Prompt => For the entries below, report the number of lines containing "grid", without any other content.

Material provided =>
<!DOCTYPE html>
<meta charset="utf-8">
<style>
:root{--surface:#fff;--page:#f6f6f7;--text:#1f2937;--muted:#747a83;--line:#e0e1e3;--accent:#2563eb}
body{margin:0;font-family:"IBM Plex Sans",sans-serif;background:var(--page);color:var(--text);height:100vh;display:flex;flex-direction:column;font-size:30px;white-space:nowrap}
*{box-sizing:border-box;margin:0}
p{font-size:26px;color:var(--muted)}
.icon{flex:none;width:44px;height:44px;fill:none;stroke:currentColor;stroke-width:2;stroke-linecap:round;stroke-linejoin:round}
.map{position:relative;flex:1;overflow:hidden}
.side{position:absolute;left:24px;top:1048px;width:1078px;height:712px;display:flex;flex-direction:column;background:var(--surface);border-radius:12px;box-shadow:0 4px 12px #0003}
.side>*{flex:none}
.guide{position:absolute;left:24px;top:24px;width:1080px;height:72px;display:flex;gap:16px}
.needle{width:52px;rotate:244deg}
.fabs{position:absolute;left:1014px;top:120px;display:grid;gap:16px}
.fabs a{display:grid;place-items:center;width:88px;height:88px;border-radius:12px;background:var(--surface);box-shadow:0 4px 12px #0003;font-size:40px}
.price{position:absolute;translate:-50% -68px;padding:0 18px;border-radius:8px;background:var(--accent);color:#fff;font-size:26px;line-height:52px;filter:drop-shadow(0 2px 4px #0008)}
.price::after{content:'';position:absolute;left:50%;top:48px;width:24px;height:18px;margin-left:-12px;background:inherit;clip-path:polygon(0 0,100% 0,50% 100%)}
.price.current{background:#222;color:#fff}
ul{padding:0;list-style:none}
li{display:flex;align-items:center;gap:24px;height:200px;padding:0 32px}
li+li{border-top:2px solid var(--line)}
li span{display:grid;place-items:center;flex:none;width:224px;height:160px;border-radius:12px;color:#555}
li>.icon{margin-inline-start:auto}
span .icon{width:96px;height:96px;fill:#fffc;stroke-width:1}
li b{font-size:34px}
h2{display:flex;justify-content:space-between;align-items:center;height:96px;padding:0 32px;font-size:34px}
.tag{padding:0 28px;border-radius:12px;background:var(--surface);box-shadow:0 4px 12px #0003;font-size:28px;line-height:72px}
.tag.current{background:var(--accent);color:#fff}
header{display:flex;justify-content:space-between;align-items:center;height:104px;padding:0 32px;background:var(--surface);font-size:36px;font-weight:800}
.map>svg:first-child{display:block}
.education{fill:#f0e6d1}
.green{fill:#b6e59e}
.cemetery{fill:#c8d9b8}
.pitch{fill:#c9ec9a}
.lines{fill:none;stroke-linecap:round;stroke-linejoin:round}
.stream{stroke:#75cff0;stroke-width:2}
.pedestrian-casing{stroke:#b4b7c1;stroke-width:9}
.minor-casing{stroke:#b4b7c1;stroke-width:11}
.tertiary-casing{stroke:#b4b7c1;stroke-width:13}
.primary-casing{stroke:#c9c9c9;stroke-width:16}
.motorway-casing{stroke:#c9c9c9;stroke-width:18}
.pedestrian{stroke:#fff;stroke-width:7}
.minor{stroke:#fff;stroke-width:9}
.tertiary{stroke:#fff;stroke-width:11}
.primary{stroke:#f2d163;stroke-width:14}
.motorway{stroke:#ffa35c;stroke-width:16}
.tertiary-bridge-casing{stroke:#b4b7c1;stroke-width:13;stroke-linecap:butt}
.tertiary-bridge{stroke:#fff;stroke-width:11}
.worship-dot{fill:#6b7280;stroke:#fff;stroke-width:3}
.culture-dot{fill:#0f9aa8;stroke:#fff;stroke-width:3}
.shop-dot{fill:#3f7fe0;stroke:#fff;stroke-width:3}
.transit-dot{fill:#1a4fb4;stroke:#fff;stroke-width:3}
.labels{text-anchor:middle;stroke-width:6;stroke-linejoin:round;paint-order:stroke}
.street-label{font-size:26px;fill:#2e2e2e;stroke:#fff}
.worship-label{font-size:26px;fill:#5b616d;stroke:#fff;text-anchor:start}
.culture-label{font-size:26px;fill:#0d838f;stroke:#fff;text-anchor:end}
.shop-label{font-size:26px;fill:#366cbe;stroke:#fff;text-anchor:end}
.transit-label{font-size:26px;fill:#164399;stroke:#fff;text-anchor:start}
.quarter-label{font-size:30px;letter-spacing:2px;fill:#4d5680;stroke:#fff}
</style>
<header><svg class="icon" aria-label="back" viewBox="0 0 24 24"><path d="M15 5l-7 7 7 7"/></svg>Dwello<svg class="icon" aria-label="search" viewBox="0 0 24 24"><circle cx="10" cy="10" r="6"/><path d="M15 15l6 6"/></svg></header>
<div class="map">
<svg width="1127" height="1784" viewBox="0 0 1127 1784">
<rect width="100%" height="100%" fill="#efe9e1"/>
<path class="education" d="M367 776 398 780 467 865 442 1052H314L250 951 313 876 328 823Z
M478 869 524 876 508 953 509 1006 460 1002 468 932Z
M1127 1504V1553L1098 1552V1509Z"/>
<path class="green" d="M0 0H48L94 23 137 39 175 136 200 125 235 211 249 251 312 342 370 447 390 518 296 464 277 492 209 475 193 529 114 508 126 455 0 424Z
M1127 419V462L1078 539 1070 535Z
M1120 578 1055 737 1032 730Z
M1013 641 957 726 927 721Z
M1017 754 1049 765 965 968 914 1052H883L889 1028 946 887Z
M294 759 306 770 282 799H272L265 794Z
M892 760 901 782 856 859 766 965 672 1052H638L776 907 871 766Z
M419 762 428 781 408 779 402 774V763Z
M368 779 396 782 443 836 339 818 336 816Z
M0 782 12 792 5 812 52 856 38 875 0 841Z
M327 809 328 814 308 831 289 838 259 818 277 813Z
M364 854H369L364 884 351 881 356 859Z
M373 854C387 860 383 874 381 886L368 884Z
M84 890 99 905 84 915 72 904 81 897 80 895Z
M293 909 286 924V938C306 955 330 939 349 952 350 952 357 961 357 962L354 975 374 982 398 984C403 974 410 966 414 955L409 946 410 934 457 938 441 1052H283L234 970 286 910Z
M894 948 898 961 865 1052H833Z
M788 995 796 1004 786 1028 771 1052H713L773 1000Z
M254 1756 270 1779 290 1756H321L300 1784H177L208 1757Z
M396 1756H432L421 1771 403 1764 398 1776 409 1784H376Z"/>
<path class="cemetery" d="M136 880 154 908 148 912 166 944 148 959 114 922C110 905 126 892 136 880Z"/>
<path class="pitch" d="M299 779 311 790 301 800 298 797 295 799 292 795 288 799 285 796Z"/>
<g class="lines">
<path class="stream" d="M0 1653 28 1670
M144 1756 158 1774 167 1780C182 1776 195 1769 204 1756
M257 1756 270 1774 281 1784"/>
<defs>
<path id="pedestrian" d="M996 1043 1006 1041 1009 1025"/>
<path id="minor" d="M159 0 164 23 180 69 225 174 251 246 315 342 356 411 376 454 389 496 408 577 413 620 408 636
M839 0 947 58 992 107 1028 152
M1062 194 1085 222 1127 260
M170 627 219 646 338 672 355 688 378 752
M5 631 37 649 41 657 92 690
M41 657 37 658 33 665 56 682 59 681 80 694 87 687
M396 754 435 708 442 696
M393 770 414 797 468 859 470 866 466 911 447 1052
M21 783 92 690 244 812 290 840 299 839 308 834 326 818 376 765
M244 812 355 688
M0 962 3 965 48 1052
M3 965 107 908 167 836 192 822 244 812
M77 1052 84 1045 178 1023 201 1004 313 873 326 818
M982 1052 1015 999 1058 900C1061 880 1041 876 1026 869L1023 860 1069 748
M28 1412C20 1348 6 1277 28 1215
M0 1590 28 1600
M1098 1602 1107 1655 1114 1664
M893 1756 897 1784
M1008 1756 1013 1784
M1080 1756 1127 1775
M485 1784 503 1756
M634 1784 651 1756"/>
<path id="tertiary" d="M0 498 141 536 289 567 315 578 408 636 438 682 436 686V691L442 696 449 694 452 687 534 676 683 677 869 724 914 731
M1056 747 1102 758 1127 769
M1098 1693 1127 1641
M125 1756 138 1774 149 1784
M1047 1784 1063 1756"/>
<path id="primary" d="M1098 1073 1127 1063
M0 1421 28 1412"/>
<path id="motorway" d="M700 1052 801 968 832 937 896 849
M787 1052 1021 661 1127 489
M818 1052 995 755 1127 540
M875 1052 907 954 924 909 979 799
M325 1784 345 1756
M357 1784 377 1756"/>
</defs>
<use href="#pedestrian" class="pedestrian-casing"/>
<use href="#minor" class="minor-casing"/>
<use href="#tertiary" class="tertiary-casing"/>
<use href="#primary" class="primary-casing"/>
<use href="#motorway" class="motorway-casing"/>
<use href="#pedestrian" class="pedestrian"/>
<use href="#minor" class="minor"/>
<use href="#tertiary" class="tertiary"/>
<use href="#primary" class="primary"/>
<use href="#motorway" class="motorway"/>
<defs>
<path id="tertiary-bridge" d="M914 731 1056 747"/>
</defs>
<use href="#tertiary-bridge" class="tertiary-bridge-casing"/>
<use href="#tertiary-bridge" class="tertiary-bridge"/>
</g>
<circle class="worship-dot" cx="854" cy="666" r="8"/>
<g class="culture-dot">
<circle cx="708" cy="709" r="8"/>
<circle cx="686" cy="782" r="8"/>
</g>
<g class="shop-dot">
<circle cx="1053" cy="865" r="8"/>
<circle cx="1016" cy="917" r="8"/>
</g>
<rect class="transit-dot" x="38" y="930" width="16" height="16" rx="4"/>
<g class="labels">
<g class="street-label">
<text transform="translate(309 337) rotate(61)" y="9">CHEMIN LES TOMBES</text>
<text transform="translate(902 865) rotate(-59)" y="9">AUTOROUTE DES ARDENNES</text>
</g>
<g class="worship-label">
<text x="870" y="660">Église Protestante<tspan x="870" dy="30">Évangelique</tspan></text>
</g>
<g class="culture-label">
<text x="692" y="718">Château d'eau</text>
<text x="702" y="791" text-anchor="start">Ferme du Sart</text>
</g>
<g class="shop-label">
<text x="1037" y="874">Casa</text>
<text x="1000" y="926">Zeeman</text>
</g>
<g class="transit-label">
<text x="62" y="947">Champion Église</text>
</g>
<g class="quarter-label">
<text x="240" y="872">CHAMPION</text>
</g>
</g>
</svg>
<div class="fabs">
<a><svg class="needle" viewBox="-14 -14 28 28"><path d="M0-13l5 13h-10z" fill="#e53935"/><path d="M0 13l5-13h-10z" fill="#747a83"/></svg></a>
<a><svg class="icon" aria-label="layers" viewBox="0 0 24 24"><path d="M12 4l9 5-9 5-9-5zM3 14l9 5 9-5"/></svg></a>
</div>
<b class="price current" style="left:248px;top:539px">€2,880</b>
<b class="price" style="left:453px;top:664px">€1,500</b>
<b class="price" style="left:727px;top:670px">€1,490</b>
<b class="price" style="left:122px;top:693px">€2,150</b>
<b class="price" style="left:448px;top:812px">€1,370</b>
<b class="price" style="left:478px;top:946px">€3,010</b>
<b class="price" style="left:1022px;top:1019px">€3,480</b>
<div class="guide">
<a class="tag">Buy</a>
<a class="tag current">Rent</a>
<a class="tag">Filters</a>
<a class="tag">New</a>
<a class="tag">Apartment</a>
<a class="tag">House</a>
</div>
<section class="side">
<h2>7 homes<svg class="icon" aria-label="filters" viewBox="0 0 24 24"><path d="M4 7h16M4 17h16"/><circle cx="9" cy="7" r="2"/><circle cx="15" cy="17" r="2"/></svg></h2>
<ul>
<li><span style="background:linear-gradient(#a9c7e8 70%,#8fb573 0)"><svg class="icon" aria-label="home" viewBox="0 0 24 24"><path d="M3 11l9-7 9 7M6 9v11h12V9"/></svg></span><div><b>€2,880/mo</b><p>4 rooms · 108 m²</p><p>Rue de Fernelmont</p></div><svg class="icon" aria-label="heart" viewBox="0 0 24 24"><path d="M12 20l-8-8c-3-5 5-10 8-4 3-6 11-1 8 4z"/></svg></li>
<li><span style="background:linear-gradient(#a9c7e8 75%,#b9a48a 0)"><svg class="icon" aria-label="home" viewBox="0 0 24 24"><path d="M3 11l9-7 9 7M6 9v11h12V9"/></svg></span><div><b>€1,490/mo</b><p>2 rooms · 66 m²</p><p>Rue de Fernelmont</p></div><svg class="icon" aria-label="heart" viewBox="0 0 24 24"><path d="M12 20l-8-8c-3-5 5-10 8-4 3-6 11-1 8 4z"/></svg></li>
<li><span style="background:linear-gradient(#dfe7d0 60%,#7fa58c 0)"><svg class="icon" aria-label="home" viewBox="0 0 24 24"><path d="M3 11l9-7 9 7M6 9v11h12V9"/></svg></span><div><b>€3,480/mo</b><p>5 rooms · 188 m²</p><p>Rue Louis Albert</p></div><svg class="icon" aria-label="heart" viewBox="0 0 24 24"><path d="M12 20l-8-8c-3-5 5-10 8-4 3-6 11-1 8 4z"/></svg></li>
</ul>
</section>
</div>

Response => 3